From: Gregory Price <gourry@gourry.net>
To: Bharata B Rao <bharata@amd.com>
Cc: Matthew Wilcox <willy@infradead.org>,
linux-kernel@vger.kernel.org, linux-mm@kvack.org,
Jonathan.Cameron@huawei.com, dave.hansen@intel.com,
mgorman@techsingularity.net, mingo@redhat.com,
peterz@infradead.org, raghavendra.kt@amd.com, riel@surriel.com,
rientjes@google.com, sj@kernel.org, weixugc@google.com,
ying.huang@linux.alibaba.com, ziy@nvidia.com, dave@stgolabs.net,
nifan.cxl@gmail.com, xuezhengchu@huawei.com, yiannis@zptcorp.com,
akpm@linux-foundation.org, david@kernel.org, byungchul@sk.com,
kinseyho@google.com, joshua.hahnjy@gmail.com, yuanchu@google.com,
balbirs@nvidia.com, alok.rathore@samsung.com, shivankg@amd.com,
donettom@linux.ibm.com
Subject: Re: [PATCH v7 0/7] mm: Hot page tracking and promotion infrastructure
Date: Mon, 11 May 2026 10:27:46 -0400 [thread overview]
Message-ID: <agHnYo_yvyXHBtTJ@gourry-fedora-PF4VCD3F> (raw)

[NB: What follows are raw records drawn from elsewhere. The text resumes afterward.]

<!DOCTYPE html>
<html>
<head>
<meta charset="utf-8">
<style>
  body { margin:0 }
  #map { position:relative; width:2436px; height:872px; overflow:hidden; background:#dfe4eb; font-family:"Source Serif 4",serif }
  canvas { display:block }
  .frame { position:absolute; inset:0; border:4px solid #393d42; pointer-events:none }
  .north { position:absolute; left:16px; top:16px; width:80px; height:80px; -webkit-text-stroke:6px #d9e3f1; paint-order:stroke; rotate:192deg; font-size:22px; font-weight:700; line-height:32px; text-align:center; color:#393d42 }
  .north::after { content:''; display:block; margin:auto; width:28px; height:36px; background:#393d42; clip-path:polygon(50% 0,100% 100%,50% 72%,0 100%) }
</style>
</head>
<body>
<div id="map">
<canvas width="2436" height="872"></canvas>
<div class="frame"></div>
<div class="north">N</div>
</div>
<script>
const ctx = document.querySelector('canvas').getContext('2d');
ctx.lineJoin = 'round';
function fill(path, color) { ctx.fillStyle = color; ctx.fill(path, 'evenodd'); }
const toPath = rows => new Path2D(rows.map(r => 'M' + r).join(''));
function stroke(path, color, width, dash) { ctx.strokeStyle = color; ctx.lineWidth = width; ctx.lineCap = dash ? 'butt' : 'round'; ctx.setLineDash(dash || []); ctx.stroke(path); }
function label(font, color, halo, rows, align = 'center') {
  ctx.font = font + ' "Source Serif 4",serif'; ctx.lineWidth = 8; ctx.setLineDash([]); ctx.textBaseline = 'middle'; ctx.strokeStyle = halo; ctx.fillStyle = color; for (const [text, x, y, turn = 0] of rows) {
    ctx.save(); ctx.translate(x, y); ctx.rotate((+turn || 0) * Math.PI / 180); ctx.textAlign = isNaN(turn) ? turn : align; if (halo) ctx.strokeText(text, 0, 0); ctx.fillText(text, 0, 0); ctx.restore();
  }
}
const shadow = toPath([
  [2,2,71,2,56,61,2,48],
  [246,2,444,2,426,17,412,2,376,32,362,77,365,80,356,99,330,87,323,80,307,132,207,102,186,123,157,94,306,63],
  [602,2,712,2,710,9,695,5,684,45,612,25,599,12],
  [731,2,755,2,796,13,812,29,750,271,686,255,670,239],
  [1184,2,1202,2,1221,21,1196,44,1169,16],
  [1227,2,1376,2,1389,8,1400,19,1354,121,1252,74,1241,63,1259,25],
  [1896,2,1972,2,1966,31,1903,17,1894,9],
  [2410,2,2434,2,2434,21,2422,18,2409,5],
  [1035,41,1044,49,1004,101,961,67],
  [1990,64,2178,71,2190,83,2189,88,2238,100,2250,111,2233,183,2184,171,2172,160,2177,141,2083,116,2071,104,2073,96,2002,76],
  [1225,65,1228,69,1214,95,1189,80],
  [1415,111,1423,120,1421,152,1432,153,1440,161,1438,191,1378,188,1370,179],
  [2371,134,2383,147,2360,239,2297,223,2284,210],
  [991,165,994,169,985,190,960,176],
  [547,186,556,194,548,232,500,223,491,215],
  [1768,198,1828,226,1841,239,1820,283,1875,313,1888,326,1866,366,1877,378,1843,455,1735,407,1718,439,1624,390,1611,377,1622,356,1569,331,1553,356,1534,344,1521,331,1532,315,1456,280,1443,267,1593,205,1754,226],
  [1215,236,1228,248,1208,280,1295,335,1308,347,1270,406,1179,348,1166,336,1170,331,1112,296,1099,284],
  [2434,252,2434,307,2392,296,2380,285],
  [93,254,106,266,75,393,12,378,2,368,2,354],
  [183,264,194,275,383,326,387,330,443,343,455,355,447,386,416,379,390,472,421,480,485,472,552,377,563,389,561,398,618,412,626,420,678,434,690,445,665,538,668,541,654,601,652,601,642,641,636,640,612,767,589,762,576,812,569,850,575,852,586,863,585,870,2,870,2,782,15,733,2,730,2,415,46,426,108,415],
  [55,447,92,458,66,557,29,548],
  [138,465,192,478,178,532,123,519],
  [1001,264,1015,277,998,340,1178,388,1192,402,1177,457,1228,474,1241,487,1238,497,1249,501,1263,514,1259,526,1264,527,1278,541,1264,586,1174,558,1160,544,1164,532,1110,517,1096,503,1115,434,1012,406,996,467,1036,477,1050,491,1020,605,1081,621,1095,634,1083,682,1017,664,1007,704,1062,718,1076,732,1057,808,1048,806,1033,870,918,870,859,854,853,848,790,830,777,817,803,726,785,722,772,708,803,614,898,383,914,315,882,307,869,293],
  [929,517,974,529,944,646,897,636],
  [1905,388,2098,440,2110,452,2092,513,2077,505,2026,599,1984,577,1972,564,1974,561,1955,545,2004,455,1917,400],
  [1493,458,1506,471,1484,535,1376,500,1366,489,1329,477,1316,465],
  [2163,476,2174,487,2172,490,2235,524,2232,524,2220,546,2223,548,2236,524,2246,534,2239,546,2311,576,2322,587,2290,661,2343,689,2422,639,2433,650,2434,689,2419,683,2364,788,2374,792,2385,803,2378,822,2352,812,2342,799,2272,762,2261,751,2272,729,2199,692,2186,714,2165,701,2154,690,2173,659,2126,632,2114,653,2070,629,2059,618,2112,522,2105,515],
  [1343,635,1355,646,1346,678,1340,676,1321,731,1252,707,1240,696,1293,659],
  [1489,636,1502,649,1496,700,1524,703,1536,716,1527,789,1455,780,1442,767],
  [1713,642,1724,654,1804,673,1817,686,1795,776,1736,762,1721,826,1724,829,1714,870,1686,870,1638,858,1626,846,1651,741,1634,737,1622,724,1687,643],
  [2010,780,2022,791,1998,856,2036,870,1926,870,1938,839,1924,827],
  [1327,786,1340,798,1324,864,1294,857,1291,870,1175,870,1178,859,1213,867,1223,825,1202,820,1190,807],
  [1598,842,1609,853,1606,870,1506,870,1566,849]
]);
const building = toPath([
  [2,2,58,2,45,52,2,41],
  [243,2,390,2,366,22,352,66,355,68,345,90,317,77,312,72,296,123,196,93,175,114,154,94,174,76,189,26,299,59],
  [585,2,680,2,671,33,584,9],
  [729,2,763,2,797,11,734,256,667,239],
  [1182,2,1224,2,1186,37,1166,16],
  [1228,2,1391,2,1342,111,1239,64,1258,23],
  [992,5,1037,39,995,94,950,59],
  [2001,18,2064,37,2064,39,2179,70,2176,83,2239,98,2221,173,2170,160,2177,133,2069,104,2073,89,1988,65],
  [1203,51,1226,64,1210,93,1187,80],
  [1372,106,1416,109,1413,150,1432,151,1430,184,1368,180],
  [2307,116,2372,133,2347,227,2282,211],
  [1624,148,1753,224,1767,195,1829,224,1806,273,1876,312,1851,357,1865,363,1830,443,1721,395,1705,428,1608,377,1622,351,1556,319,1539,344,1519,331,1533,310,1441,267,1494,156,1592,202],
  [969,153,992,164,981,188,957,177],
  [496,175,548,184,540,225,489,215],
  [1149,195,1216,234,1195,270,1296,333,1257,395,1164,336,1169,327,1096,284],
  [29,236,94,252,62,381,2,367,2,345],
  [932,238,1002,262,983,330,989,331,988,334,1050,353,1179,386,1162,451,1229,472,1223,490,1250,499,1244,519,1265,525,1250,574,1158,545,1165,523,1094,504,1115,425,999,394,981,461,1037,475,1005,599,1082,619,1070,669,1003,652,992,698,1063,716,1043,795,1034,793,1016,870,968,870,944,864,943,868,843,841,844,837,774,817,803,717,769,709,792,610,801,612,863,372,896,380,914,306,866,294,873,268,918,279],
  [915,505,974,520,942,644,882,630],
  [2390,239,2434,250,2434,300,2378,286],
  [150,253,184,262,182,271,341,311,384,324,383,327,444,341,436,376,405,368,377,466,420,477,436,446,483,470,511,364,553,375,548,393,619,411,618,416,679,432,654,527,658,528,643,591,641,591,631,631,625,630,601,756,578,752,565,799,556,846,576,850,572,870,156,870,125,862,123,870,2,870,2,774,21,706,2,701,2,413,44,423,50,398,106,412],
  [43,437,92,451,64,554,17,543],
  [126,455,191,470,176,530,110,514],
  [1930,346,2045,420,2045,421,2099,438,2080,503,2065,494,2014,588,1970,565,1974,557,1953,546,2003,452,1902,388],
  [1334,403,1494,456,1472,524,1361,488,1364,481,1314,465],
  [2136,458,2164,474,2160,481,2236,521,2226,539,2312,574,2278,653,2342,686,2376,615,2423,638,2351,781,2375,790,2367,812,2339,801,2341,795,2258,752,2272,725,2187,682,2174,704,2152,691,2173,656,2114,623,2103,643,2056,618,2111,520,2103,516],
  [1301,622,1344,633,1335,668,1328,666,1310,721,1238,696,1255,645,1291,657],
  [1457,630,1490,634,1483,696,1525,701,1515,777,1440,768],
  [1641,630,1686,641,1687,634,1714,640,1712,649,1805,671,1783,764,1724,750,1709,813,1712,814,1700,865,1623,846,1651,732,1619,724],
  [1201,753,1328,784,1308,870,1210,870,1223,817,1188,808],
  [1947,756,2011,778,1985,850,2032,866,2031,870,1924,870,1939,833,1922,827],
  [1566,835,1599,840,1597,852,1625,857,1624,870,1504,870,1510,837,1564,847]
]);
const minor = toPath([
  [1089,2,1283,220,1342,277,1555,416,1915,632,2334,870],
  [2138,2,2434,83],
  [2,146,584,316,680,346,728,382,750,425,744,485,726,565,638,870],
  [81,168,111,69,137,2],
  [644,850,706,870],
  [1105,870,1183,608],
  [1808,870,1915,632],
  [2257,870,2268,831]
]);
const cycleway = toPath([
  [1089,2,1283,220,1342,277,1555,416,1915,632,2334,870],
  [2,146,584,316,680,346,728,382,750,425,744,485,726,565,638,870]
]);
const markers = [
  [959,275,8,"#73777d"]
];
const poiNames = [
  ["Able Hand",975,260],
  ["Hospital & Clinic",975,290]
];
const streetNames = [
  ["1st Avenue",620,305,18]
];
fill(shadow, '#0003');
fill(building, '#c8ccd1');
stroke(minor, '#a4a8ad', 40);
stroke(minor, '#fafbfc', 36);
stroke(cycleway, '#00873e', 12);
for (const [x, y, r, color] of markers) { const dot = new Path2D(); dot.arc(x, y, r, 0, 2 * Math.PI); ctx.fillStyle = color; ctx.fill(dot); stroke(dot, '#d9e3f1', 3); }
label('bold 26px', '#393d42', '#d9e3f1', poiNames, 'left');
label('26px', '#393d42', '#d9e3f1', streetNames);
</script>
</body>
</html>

In-Reply-To: <c2b63544-d5da-4fc8-88cc-487de0a9a71e@amd.com>
On Mon, May 11, 2026 at 03:32:20PM +0530, Bharata B Rao wrote:
>
>
> On 06-May-26 8:52 PM, Gregory Price wrote:
> > On Mon, May 04, 2026 at 09:36:05PM +0100, Matthew Wilcox wrote:
> >> On Mon, May 04, 2026 at 11:39:17AM +0530, Bharata B Rao wrote:
> >>> This is v7 of pghot, a hot-page tracking and promotion subsystem. The
> >>
> >> I continue to think we should not do this.
> >
> > My only pushback on the general "we should not do this" is that we need
> > something to counter-balance the demotion bit in vmscan.c, and the
> > current implementation (prot_none faults) is rather :[
>
> So you are saying pghot subsystem currently does hot page detection and
> promotion only, which is fine. But the current implementation of demotion is not
> very optimal and hence we should spend effort in fine-tuning demotion first?
>
I'm saying because of demotion and fallbacks, we need a mechanism to
handle promotions. I'm not convinced a hotness will extend to coldness
- at least any better than LRU/MGLRU.
> In this series itself I have shown via benchmark numbers that for over-committed
> cases (involving both demotion and promotion), the workload isn't really showing
> real benefit due to demotion and promotion. Are you specifically referring to
> this problem?
>
If over-committed means over-subscribed hot-tier (more hot memory than
available top tier memory), then yeah that result is intuitive. I
haven't pointed to any specific issue, as of yet, still taking time to
consider some of the results.
>
> Can you provide more context about the LRU inversion problem?
>
I've been tracking some data around shrink_folio_list and
alloc_migrate_folio behavior when a low tier node is full.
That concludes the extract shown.